When we left for the shoot on Sunday, I knew it would be cold, so I dressed pretty warm. Unfortunately, it's impossible to wear gloves when you're muzzle-loading, so I ended up not being able to feel my fingers for the rest of the day.


The shoot was a multi-discipline shoot, with four 50-point regular targets, a smoothbore target, a pistol target, and knife and 'hawk throwing. I included all this info because I now have a reader who knows what I'm talking about: the awesome Crush of Society guitarist Bobby! He shoots muzzleloaders as well. Anyway, I did well in all the regular targets. I managed to hit the paper all five times with the smoothbore, but kind of gave up on the pistol when I had only hit it twice out of 6 shots.


When they announced the winners, I was pleasantly surprised to discover I had taken third place in the regular aggregate. I was only four points away from first, and I had been up against a lot of very good shooters. I got a knife as my prize for that, and a mug as a thank-you for being a Junior shooter (I was the only person under 50 there).


All in all, it was an interesting experience.

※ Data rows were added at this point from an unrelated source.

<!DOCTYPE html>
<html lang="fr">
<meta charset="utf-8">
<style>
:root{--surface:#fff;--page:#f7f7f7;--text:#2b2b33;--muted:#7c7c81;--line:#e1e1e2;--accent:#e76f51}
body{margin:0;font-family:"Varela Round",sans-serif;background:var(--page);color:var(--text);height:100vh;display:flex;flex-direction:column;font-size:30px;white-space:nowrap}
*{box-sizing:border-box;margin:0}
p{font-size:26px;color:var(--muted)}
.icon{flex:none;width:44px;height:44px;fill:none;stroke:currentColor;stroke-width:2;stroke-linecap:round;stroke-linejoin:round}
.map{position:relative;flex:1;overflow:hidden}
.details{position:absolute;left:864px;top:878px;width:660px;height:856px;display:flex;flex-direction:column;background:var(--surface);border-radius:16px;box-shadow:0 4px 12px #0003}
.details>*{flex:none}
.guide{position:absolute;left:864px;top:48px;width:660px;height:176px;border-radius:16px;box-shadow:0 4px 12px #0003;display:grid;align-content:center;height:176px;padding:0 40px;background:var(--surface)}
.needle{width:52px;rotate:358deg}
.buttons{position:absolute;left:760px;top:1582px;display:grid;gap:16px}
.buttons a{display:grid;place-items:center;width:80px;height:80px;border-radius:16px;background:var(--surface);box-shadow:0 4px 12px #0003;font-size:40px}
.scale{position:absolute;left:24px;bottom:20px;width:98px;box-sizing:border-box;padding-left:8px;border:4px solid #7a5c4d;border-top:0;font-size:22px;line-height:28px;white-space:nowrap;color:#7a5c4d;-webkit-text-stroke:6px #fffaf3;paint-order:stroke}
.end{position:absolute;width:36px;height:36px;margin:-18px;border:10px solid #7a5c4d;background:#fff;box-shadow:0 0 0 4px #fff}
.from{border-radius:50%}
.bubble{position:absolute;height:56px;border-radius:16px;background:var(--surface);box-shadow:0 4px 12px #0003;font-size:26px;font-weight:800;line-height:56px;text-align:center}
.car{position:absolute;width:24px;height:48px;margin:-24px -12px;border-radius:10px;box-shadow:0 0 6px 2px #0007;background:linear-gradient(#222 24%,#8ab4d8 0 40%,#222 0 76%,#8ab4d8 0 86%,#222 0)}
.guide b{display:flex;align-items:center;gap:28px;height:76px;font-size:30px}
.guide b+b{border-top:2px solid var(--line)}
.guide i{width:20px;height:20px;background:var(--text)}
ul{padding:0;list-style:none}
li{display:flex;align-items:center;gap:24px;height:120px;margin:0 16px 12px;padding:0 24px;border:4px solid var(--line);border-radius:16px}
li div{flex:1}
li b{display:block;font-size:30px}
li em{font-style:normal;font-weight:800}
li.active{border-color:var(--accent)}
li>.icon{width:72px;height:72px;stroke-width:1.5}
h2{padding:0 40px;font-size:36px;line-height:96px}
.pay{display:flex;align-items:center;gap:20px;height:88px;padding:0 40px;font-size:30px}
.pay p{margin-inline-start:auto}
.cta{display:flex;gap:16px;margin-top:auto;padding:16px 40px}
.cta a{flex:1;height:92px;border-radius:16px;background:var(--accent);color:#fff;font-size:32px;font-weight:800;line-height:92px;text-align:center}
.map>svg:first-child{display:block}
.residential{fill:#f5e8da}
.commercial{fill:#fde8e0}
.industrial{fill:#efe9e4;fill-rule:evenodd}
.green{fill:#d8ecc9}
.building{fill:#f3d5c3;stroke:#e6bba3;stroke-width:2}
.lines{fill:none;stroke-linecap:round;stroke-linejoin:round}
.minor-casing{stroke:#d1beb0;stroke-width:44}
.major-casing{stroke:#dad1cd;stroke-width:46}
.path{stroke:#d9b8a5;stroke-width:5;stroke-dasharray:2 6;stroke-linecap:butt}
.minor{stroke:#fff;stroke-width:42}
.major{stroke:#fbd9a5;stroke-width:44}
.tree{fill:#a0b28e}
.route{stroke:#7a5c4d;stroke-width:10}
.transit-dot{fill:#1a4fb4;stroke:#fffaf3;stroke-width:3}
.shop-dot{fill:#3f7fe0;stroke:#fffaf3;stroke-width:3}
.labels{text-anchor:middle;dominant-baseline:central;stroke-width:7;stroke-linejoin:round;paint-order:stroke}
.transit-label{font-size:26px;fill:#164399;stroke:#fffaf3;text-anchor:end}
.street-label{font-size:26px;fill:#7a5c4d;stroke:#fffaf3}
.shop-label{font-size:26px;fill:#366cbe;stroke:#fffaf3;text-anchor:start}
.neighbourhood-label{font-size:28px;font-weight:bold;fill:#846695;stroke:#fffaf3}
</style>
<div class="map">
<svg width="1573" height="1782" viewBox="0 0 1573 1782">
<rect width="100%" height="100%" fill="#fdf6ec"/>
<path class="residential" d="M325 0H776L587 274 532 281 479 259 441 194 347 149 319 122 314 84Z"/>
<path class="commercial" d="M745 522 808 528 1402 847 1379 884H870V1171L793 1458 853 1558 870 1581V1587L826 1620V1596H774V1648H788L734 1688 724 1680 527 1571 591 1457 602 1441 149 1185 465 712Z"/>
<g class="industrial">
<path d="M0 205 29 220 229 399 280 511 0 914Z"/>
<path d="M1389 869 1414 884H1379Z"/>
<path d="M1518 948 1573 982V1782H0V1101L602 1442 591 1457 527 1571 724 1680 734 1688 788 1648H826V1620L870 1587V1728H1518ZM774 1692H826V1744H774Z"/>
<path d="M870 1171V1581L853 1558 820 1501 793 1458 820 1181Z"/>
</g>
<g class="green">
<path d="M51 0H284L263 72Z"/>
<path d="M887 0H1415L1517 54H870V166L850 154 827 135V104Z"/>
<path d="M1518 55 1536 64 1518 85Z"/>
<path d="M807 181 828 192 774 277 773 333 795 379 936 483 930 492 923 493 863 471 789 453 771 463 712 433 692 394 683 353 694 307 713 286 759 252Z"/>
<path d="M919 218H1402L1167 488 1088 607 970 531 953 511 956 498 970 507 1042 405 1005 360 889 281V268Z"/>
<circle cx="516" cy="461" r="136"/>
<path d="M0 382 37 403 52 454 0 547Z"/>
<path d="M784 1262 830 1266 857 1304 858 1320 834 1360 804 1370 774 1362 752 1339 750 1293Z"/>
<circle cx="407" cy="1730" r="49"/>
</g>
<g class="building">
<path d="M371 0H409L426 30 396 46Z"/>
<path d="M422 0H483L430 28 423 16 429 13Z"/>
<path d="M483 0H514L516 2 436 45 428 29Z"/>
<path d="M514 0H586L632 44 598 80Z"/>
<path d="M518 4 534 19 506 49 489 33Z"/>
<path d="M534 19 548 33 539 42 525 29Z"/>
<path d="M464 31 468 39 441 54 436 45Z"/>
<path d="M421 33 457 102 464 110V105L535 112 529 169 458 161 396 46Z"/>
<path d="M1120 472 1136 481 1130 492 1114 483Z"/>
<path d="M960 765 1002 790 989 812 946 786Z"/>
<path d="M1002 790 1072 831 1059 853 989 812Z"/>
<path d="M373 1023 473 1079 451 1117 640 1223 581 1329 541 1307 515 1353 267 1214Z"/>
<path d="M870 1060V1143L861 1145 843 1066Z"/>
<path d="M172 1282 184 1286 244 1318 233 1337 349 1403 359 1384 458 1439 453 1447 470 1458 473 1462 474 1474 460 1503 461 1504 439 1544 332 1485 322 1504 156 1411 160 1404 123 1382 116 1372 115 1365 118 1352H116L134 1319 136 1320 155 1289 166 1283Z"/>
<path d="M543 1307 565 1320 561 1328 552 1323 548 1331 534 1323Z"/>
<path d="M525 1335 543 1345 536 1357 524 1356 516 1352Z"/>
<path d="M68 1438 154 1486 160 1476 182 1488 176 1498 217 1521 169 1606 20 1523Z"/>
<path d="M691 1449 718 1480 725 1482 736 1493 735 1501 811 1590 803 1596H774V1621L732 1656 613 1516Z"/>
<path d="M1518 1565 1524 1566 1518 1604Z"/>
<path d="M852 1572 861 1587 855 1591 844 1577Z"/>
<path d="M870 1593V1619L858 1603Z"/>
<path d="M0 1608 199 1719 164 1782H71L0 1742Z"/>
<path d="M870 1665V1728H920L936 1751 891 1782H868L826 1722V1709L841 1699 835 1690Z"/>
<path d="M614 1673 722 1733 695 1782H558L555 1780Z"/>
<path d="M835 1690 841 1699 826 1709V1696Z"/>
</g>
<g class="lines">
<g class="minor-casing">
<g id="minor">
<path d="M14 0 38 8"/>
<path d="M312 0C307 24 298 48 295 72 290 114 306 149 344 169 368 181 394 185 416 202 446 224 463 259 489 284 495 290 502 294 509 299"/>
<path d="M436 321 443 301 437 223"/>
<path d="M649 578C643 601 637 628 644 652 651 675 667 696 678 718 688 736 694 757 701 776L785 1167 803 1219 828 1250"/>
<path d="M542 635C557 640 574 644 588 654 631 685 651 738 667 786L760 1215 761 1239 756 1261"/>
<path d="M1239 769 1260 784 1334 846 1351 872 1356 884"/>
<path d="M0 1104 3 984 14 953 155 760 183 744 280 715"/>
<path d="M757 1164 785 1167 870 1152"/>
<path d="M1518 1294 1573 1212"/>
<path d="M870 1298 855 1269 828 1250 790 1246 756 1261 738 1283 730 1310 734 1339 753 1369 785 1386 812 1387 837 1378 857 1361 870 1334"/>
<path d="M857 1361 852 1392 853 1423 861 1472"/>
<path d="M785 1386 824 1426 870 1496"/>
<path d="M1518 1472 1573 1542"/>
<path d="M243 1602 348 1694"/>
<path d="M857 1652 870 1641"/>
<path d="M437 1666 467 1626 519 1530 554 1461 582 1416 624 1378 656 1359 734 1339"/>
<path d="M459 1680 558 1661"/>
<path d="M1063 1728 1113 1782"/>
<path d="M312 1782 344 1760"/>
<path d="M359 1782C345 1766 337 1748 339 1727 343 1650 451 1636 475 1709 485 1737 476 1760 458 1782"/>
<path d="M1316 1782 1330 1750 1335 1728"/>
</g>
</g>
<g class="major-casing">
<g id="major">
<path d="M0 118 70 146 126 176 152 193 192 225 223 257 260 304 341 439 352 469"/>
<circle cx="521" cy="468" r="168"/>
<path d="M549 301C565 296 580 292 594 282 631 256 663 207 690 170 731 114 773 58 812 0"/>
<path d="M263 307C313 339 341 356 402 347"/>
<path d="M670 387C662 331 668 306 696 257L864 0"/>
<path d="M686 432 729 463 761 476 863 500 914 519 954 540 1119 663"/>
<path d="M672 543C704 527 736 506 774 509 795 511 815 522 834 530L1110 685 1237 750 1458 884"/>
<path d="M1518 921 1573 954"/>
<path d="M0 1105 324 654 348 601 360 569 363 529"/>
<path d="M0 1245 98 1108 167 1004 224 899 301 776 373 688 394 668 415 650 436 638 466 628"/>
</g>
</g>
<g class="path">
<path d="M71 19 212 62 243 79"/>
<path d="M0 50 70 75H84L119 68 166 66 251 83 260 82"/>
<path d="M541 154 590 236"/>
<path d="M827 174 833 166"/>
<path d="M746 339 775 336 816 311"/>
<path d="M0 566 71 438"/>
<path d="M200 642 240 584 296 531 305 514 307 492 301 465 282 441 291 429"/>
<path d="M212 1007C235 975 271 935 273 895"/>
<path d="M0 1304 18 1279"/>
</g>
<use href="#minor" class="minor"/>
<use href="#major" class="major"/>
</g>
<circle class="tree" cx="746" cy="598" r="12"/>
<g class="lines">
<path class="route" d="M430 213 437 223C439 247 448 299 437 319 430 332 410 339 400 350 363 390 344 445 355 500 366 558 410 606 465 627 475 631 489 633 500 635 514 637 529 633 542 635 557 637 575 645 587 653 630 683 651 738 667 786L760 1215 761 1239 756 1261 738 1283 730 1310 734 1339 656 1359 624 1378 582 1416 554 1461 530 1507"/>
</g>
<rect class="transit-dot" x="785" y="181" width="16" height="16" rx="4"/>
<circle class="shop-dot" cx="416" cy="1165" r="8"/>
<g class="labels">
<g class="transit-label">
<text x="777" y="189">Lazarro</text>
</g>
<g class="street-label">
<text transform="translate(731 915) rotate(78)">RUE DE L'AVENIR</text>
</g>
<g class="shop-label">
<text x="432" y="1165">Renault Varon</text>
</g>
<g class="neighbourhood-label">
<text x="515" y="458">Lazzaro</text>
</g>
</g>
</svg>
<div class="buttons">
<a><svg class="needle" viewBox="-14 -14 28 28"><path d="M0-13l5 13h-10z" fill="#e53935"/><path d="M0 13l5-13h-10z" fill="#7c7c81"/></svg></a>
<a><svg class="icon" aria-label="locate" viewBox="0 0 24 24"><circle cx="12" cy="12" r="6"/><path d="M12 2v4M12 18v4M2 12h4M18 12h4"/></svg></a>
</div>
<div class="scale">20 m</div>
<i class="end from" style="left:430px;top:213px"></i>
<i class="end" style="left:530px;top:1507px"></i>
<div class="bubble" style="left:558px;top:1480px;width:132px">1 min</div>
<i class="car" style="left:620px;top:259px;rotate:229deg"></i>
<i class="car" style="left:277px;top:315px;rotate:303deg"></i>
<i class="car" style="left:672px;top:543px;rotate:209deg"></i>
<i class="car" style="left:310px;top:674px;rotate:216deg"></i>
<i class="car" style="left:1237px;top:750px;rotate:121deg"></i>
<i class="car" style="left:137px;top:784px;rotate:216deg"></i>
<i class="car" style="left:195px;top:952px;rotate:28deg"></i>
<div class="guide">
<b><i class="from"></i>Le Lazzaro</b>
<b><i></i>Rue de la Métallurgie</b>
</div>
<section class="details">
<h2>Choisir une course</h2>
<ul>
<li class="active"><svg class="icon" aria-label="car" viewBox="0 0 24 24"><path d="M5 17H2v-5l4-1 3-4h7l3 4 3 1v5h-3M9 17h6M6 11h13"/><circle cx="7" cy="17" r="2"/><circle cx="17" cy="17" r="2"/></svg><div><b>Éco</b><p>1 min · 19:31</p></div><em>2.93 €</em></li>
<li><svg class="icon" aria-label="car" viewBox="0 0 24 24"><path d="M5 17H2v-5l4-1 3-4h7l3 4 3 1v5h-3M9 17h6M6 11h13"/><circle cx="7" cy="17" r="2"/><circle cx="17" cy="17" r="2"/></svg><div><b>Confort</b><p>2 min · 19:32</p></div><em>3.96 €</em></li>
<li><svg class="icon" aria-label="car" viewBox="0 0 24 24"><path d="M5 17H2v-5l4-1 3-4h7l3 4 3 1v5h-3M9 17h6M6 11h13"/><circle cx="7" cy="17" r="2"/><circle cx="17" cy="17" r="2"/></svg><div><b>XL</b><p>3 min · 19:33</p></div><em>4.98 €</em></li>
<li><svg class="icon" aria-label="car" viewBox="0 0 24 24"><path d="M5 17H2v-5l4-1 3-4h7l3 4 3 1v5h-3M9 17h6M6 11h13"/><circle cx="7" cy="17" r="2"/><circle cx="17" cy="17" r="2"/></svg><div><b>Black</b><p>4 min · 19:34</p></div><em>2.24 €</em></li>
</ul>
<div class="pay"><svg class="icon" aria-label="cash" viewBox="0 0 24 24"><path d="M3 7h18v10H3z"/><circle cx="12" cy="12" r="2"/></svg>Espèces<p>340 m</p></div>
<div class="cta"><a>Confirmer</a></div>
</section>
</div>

I had fun, but would I pass up going to Chicago again? Probably not.

Saturday, October 3, 2009

Homecoming Dance

Tonight was my first High School dance. Usually before dances I am nervous and pace a lot, but I managed to keep myself occupied at work all day. My only major problem was that of my health, because all week I've been fighting with a cold/allergies. Also, last night was the homecoming football game, and I virtually destroyed my voice with cheers and cadences for band. I am not exaggerating when I say I was incredibly happy to get an entire raspy sentence out without my voice just disappearing. Fortunately, I got my voice to come back at least a little in time for the dance. Well, I was at least understandable.

When I got out of the car in front of the school at 7:30 sharp, I walked up to the giant crowd of people getting checked in by two guys I'd never met, and only seen in the halls once or twice. The one who seemed to be more talkative turned to me and asked "Do you play drums?" I told them no, I was a bassist. "Oh, we need a drummer for our band. You look like a drummer. Isn't it hard to find a drummer in this school?" We then went into a long discussion about drumming, and each of our respective bands. Keep in mind, I had no clue who these dudes were and they didn't know me. They were basing the entire conversation on looks. It turns out they were in a band with a friend of mine that also plays bass, which I found interesting.

The line to check in was about 15 minutes long, I kid you not. The air was really thick with a mix of every brand of perfume and cologne people were wearing, prompting the thought "smells like teen spirit." (yes, I'm a dork, get over it.) I went with Courtney as my date, of course, but we didn't actually arrive together. This was due to a lack of planning on my part, with us basically just saying we'd find each other once we got there. This was not a good plan. There were over 500 students in there, and I was starting to wonder if we'd even see each other at all in the entire 3 and a half hours. Thankfully we did, because I got there first and waited near the entrance for her along with my other friends who made similar foolish plans.

How can one really say much more about a dance? It was crazy! The differences between J.H. and High School continue to present themselves. At this, there were almost no people awkwardly standing to one side of the dance floor, refusing to dance. I was outside the main mosh, but I still busted a groove with everyone else. Apparently, the trick to it is being an idiot while moving your limbs in a semi-coordinated manner.

I showed up to the dance dressed all nicely,


but before long I had my tie loosened, and my shirt was untucked with the top button undone. All the dancing I did really takes it out of you! It became warmer and warmer in the room as the night wore on, which I mostly blame on extreme physical activity taking place.

Fast forward to the end of the dance. I really didn't want it to end, because it was so fun. As we walked out, the air was once again thick with the smell of teen spirit, only this time in a less perfumed manner. I turned to Courtney and stated, "This will make such a good blog post!"